If you have not already said that you are coming but would like to, it is not too late. Just let us know below.

*What will be on site and what do I need to bring?*

Most of the basic kitchen and catering equipment will be provided, including.

Gazebos to cover the food preparation and serving areas
Serving tables, plates and cutlery
Heated chafing dishes for the serving of hot food
Food prep tables and surface sanitiser
Disposable food prep gloves
Chiller trailer for the storage of all food (and drink) that needs to be refrigerated
Hot water will be available from a hot water urn in the food smoking area
What you need to bring

Any meat and other ingredients that you are planning on cooking
Dishes/trays that you will need for preparation/cooking
Your Smoker/BBQ - although there will be limited space available in other smokers
Charcoal/fuel
Any foil or clingfilm that you may need - although some will be available for general use
Camping chairs for yourselves to sit on
*What will you be cooking?*

We try to ensure that there is as big a variety of food as possible and so we do ask you to let us know what you intend to bring. If, for some reason you do have to change at the last minute then that is fine, but by letting us know what you are bringing in advance does help us to fill any gaps in the menu.

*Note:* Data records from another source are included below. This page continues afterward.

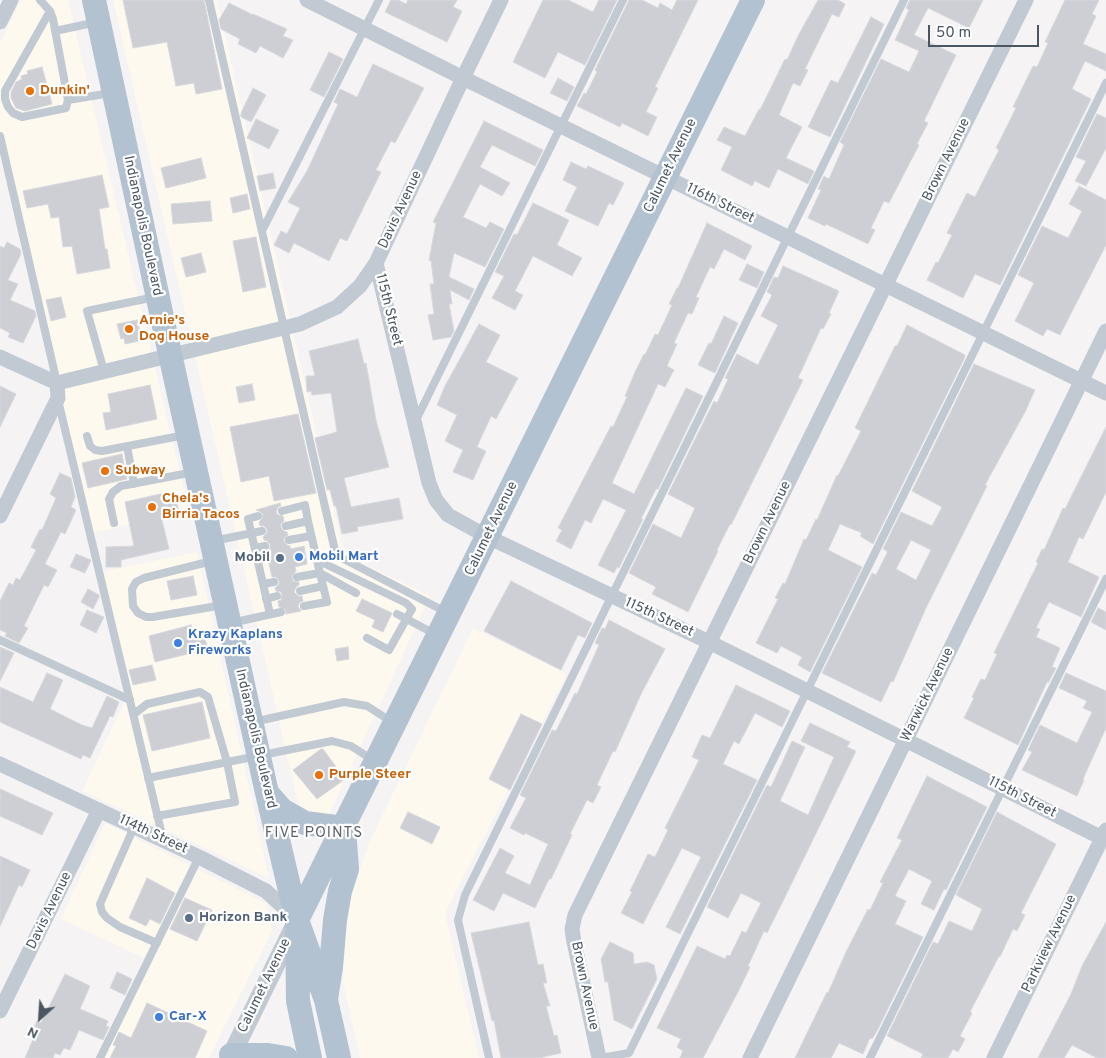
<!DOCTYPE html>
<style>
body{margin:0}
#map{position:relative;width:1106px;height:1058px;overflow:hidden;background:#f5f3f3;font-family:Overpass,sans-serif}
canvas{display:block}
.north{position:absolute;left:15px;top:993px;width:50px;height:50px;-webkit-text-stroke:4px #fff;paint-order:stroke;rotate:206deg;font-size:14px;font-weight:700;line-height:20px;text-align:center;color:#4a5661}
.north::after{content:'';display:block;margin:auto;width:18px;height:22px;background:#4a5661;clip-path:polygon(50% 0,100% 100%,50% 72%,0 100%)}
.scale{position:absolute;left:928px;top:25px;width:111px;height:22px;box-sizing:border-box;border:2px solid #4a5661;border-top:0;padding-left:6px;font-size:15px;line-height:18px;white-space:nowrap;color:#4a5661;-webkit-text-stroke:4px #fff;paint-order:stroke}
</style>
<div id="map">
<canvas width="1106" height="1058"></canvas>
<div class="north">N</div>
<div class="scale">50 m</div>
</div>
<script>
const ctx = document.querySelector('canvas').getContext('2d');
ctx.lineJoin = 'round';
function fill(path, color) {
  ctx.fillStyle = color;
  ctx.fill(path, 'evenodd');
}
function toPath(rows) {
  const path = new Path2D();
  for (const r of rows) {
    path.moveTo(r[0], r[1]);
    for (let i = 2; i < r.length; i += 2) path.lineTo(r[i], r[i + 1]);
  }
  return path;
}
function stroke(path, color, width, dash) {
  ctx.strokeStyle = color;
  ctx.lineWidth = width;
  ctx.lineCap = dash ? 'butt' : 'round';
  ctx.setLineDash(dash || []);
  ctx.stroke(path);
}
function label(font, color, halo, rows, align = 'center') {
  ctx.font = font + ' Overpass,sans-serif';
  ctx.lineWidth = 4.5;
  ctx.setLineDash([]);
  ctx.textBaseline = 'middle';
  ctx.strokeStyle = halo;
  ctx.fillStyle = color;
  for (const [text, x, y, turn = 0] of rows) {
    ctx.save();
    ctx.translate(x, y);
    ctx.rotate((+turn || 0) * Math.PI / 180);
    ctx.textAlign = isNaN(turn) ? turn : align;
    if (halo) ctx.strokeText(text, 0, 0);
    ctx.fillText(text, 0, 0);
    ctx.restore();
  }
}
fill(toPath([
 [21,0,68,0,189,511,88,534,0,156,0,43],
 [113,0,217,0,344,554,430,596,329,814,316,816,304,813,297,799],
 [197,552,269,878,82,791,126,699,96,573],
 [473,628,567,674,445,913,479,1058,360,1058,343,982,345,915,369,843],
 [105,823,267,904,272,931,209,1058,95,1058,144,958,61,919]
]), '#fdf9ef');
const building = toPath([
 [123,0,204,0,222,89,196,94,194,83,176,86,167,42,133,48,123,0],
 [391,0,398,0,406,4,408,0,457,0,453,7,462,11,447,42,385,12,391,0],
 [543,0,568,0,593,12,599,0,617,0,585,65,558,52,545,78,513,62,543,0],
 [629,0,642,0,658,8,660,3,672,10,677,0,698,0,655,87,658,88,646,112,657,117,648,136,622,123,620,127,577,106,584,93,586,94,597,72,595,70,629,0],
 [818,0,838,0,845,4,839,17,832,14,805,69,808,70,800,86,793,83,779,115,802,127,786,158,814,171,808,184,778,169,769,188,755,181,752,186,721,170,732,147,717,140,724,127,745,136,759,109,760,110,785,59,787,60,798,36,818,0],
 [910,0,983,0,969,28,928,8,914,35,956,55,924,121,928,123,917,144,919,145,889,203,884,201,871,228,875,230,868,244,826,224,825,226,808,218,821,190,818,189,824,176,829,179,844,145,840,142,881,59,909,72,919,51,895,40,909,10,906,8,910,0],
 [1065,0,1099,0,1092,14,1096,16,1083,44,1106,54,1106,71,1085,61,1072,89,1091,99,1000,285,975,274,963,298,927,280,936,262,938,263,952,235,947,233,967,193,975,197,985,177,999,150,996,148,1016,108,1013,107,1033,66,1037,67,1048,43,1045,42,1065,0],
 [229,3,253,15,253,14,287,29,283,36,293,40,283,58,260,46,256,53,238,44,240,39,221,29,219,20,229,3],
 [871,17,884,24,830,137,808,127,831,80,838,83,871,17],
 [329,52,343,59,324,97,310,90,329,52],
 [373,64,424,88,395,143,391,141,376,170,381,172,347,241,340,238,329,261,294,243,289,253,274,245,281,231,287,234,300,208,288,202,307,171,338,104,334,102,340,89,357,97,373,64],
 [42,67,52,104,25,111,16,108,11,98,11,92,16,82,22,79,21,76,28,74,27,71,42,67],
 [558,78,574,87,567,101,550,93,558,78],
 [253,88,266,95,251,122,241,117,241,113,253,88],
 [1097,114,1106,118,1106,148,1086,186,1075,181,1086,161,1076,157,1097,114],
 [256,119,279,130,269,149,247,138,256,119],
 [484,121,543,150,535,166,492,145,480,167,510,183,502,196,480,184,463,217,486,228,490,222,504,229,485,267,454,253,449,277,474,289,469,300,450,290,452,304,449,304,454,331,451,337,433,340,428,315,434,314,430,284,434,284,431,261,429,260,436,223,433,222,484,121],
 [201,158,206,178,166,188,161,168,201,158],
 [571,162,586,169,588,166,624,183,613,205,609,203,598,226,565,211,577,187,563,180,571,162],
 [273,173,276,188,260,191,257,176,273,173],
 [102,175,109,207,99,209,105,249,107,249,110,268,77,274,72,246,63,247,59,217,51,218,48,204,27,208,23,191,102,175],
 [1079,186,1106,200,1106,245,1060,335,1047,329,1043,336,1015,321,1034,283,1018,275,1042,226,1068,238,1082,211,1069,204,1079,186],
 [247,194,250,209,233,213,230,198,247,194],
 [210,201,212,221,173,224,171,204,210,201],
 [533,203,569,220,557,245,582,258,572,276,533,256,515,291,523,295,515,310,492,298,504,276,495,272,514,234,517,235,533,203],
 [707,223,752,246,745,260,724,249,714,269,710,267,696,297,699,298,692,314,688,313,674,343,677,344,667,366,674,370,665,387,658,384,612,483,634,494,686,388,703,396,658,489,656,489,641,519,643,519,619,568,617,567,614,573,598,565,626,510,603,499,591,523,585,520,571,549,556,541,562,530,558,528,611,426,613,427,627,397,625,396,635,372,644,354,645,355,655,334,658,335,672,305,669,304,677,288,678,288,707,223],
 [256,237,266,287,243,292,233,241,256,237],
 [7,242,20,249,21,254,8,280,18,284,10,300,35,311,36,316,23,343,8,337,10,333,0,328,0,246,4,248,7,242],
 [201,253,206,272,186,277,181,258,201,253],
 [747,264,764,272,757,288,739,280,747,264],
 [783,266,839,291,829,313,831,314,823,329,821,328,798,378,803,380,731,525,730,524,717,550,718,551,688,612,652,594,656,587,629,573,653,524,681,538,695,508,668,494,714,401,717,403,728,379,725,378,737,354,758,365,778,325,761,316,772,295,767,292,774,277,778,278,783,266],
 [61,297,66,317,51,321,46,300,61,297],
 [724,316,738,323,715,373,698,365,709,343,711,344,724,316],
 [137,320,141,335,138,336,139,341,125,344,124,338,121,339,117,324,137,320],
 [479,324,500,335,486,362,518,378,496,419,491,416,477,447,486,451,473,480,453,472,463,450,445,441,457,415,437,405,445,386,479,324],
 [907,325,965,355,964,359,873,544,860,536,862,533,840,524,828,550,862,567,810,672,798,665,802,657,781,646,777,653,756,643,778,599,775,598,783,583,785,584,804,539,806,540,816,519,817,520,837,475,838,476,861,431,855,428,895,346,897,346,907,325],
 [358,339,364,364,366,363,376,420,389,467,344,478,351,507,399,498,403,519,357,527,358,531,342,534,336,506,334,506,330,490,327,490,315,438,337,432,331,393,312,395,311,391,307,392,306,376,315,376,309,351,358,339],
 [974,364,1035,390,1025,412,985,485,987,486,926,608,893,682,891,681,881,702,822,673,872,573,876,575,887,553,887,551,883,549,901,512,932,526,942,507,912,491,974,364],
 [911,540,931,550,916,580,896,569,911,540],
 [252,384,255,400,239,403,236,387,252,384],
 [150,385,157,419,106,430,103,413,111,412,108,394,150,385],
 [0,386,16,394,0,427,0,386],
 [298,414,316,493,274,501,269,476,241,482,230,427,298,414],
 [1106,427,1106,492,1083,539,1079,537,1068,562,1099,577,1081,617,1049,602,1036,628,1040,629,1036,637,1060,648,1052,667,1056,668,1048,683,1047,682,1018,745,964,718,974,698,972,697,981,679,985,680,997,654,994,653,1038,563,1036,562,1042,549,1044,550,1063,508,1065,509,1106,427],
 [122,454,127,479,88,488,82,463,122,454],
 [60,473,71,478,75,497,71,507,76,510,65,534,61,532,45,564,57,570,48,587,44,585,24,626,28,628,19,643,5,636,7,633,0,630,0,601,9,583,13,585,16,578,20,580,36,550,31,547,40,529,42,530,56,498,50,494,60,473],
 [174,491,179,512,161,516,169,549,121,560,121,567,106,567,106,547,134,546,125,502,174,491],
 [280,503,281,506,278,507,276,512,278,515,283,516,284,521,281,524,281,528,284,531,287,532,288,535,284,538,284,541,287,545,290,546,291,549,304,546,307,564,295,567,296,571,292,576,293,581,299,582,299,585,296,587,294,592,298,596,302,596,303,601,300,602,298,606,301,611,286,614,285,609,279,607,278,601,281,600,282,595,281,592,276,591,275,588,279,584,279,581,276,577,272,577,266,551,270,548,270,544,267,541,264,540,263,537,267,533,267,529,264,526,260,526,259,522,262,519,263,515,261,512,256,510,280,503],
 [76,554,91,560,85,573,70,567,76,554],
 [193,576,197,595,171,600,167,581,193,576],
 [511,581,592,623,585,638,578,635,561,670,484,631,511,581],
 [88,589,99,595,99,597,93,609,81,602,88,589],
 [362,599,392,613,383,632,372,627,375,620,356,611,362,599],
 [1098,608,1106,612,1106,630,1091,622,1098,608],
 [87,610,104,617,96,633,80,625,87,610],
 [609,620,665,649,642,692,615,752,613,751,597,785,601,787,593,803,587,800,570,834,572,835,551,879,549,879,535,908,503,893,494,911,473,900,500,848,514,856,505,873,530,885,548,844,525,833,524,835,510,828,526,798,520,795,552,730,556,731,575,693,577,694,599,645,595,643,602,628,605,629,609,620],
 [191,625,194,635,203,632,208,649,155,662,149,636,191,625],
 [0,647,14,653,0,681,0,647],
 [348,647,349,659,337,661,335,649,348,647],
 [152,665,156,680,133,685,129,670,152,665],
 [47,673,63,680,50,709,82,725,92,728,107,696,119,702,113,717,110,716,90,758,83,755,81,759,0,722,0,687,33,702,47,673],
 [1066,673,1106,691,1106,728,1083,779,1084,780,1077,796,1022,770,1032,752,1028,750,1040,725,1077,743,1092,712,1083,708,1087,701,1059,688,1066,673],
 [736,685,790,711,782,727,755,713,739,744,734,741,723,764,757,780,680,934,666,927,701,857,682,848,643,924,621,913,632,892,630,891,648,854,655,857,668,830,665,828,699,760,692,757,702,735,710,738,736,685],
 [202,702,210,738,152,751,143,715,202,702],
 [521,714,542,724,510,790,489,779,521,714],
 [810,723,850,742,847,747,856,751,786,895,767,933,764,931,748,966,750,967,739,990,703,1058,680,1058,683,1051,677,1047,681,1039,657,1028,697,946,725,959,727,955,730,956,742,931,746,933,761,903,741,893,728,918,707,907,767,785,771,787,792,741,805,747,780,801,808,815,834,757,801,741,810,723],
 [321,749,323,749,345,779,317,799,293,770,321,749],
 [927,776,987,807,946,890,944,889,934,910,921,904,932,881,909,869,895,896,906,901,895,924,923,937,877,1031,872,1039,870,1038,863,1054,839,1043,831,1058,795,1058,827,992,828,993,846,952,868,909,870,910,883,883,880,882,902,840,897,838,927,776],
 [0,789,53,813,42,835,0,816,0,789],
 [408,812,440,827,432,844,400,828,408,812],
 [997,812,1056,844,1021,913,1025,915,1017,931,1013,929,1000,957,999,956,970,1012,972,1013,960,1036,965,1039,958,1052,953,1049,948,1058,921,1058,923,1054,887,1036,933,942,938,944,949,921,972,931,982,909,956,895,997,812],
 [0,856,30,870,22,887,19,885,0,926,0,856],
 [147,878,175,893,160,924,150,919,146,926,129,918,147,878],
 [185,898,212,910,197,941,170,929,185,898],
 [529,922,538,965,543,964,547,983,543,983,550,1006,546,1006,554,1036,557,1035,561,1053,539,1058,501,1058,494,1020,492,1021,471,933,529,922],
 [1106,922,1106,1058,1097,1058,1072,1045,1064,1058,1038,1058,1071,994,1082,966,1106,922],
 [610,942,633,953,634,964,647,962,654,965,657,979,632,1029,614,1020,608,982,605,982,601,959,610,942],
 [117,972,132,979,125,995,110,988,117,972],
 [65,974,90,986,80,1009,108,1021,106,1026,109,1027,103,1040,79,1030,70,1050,64,1048,60,1055,55,1053,53,1058,25,1058,35,1035,31,1033,37,1021,41,1023,65,974],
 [147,1003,207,1031,195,1058,110,1058,116,1046,113,1045,119,1032,131,1038,147,1003]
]);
fill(building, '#cdcfd5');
stroke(building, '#d7d9de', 1);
stroke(toPath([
 [40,0,50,11,53,19,68,100,66,108,22,117,13,113,8,107,5,99,5,91,50,11],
 [209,0,336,555,446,612],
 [55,31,97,22],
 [68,100,111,93],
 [0,136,57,383],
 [262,231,379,0],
 [104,371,87,311,155,297],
 [58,400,163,839],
 [416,420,623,0],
 [87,436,90,446,95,450,102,451,185,435],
 [127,446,134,484],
 [282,511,305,505,308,521],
 [258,516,248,519,270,614],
 [114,523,109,499,113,492,121,486,194,472],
 [286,526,308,521,323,586,327,602,304,606],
 [289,540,311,536],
 [213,541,262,531],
 [255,548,265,546],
 [317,560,406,603,412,609,389,650,367,638],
 [212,561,144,578,136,582,132,589,133,606,138,613,146,617,153,617,223,605],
 [297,577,320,573,356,593],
 [263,584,274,582],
 [300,591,323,586],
 [266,599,277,596],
 [397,614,435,634],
 [231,623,281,612],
 [0,640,130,700],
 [134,714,147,704,200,692,208,697,227,762,235,802,157,816],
 [253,722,344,702,367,706,392,722],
 [148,778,332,741,351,746,373,760],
 [134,827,100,904,102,912,107,918,120,927,157,943],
 [100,1058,199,857],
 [489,1058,458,920,465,895,904,0],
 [601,1058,629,1053,1106,83],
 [870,1058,1106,579]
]), '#c1cad2', 8);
stroke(toPath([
 [307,0,463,78,1106,393],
 [0,22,11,0],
 [376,263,429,483,436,500,448,515,488,537,709,642,1106,840],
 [0,357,57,383,300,324,337,307,360,286,376,263,463,78,501,0],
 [0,516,58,398,57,383],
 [0,764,199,857,266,891,296,919],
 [0,1011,99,810],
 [599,1058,574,942,572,929,575,915,1026,0],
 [750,1058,1106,331],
 [994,1058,1106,830]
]), '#c1cad2', 15);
stroke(toPath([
 [230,1058,297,921]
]), '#c1cad2', 19);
stroke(toPath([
 [94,0,170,354,267,793,297,920,326,1000,339,1058],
 [267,793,282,810,305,823,344,828],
 [326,999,331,967,335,920,340,891,347,869,344,828],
 [231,1055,268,1055,286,1058],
 [310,1058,298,1001,297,920,753,0]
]), '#b3c2d1', 24);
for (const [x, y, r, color] of [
 [30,91,5,"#e8710a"],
 [129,329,5,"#e8710a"],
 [105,471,5,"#e8710a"],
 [152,507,5,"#e8710a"],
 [299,557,5,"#3f7fe0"],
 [280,558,5,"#5c6f8a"],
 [178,643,5,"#3f7fe0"],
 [319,775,5,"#e8710a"],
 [189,918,5,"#5c6f8a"],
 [159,1017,5,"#3f7fe0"]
]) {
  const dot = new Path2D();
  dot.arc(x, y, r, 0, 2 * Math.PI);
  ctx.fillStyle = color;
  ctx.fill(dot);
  stroke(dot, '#fff', 2);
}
label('bold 14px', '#c56008', '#fff', [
 ["Dunkin'",40,91],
 ["Arnie's",139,321],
 ["Dog House",139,337],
 ["Subway",115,471],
 ["Chela's",162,499],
 ["Birria Tacos",162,515],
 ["Purple Steer",329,775]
], 'left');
label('14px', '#4a5661', '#fff', [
 ["Brown Avenue",947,160,-64],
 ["Calumet Avenue",671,166,-64],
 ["116th Street",720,204,26],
 ["Davis Avenue",401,210,-65],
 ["Indianapolis Boulevard",142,226,78],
 ["115th Street",388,310,76],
 ["Brown Avenue",768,523,-64],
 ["Calumet Avenue",492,529,-64],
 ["115th Street",659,618,25],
 ["Warwick Avenue",928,695,-64],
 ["Indianapolis Boulevard",255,739,77],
 ["115th Street",1022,798,27],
 ["114th Street",153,835,25],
 ["Davis Avenue",50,911,-64],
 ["Parkview Avenue",1050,944,-64],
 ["Calumet Avenue",265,986,-64],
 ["Brown Avenue",584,986,78]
]);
label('bold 14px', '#366cbe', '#fff', [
 ["Mobil Mart",309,557],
 ["Krazy Kaplans",188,635],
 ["Fireworks",188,651],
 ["Car-X",169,1017]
], 'left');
label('bold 14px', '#4e5e75', '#fff', [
 ["Mobil",270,558],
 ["Horizon Bank",199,918,"left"]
], 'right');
ctx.letterSpacing = '1px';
label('15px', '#5f6368', '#fff', [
 ["FIVE POINTS",314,834]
]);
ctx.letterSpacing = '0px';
</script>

Don't forget that this is not a competition. We are here to help everyone to learn and improves their smoking skills. It would be great if you want to prepare something for the first time at the event and just want the reassurance of others to give you confidence.

We would also encourage you to bring a non-meat side dish too if you can.There will be plenty of food there that is suitable for vegetarians.

BBQ Beans - We mention this specifically as one year we had more BBQ beans there than the whole of Texas could eat in a month. Please let us know below if you are planning on bringing beans so that others can plan accordingly.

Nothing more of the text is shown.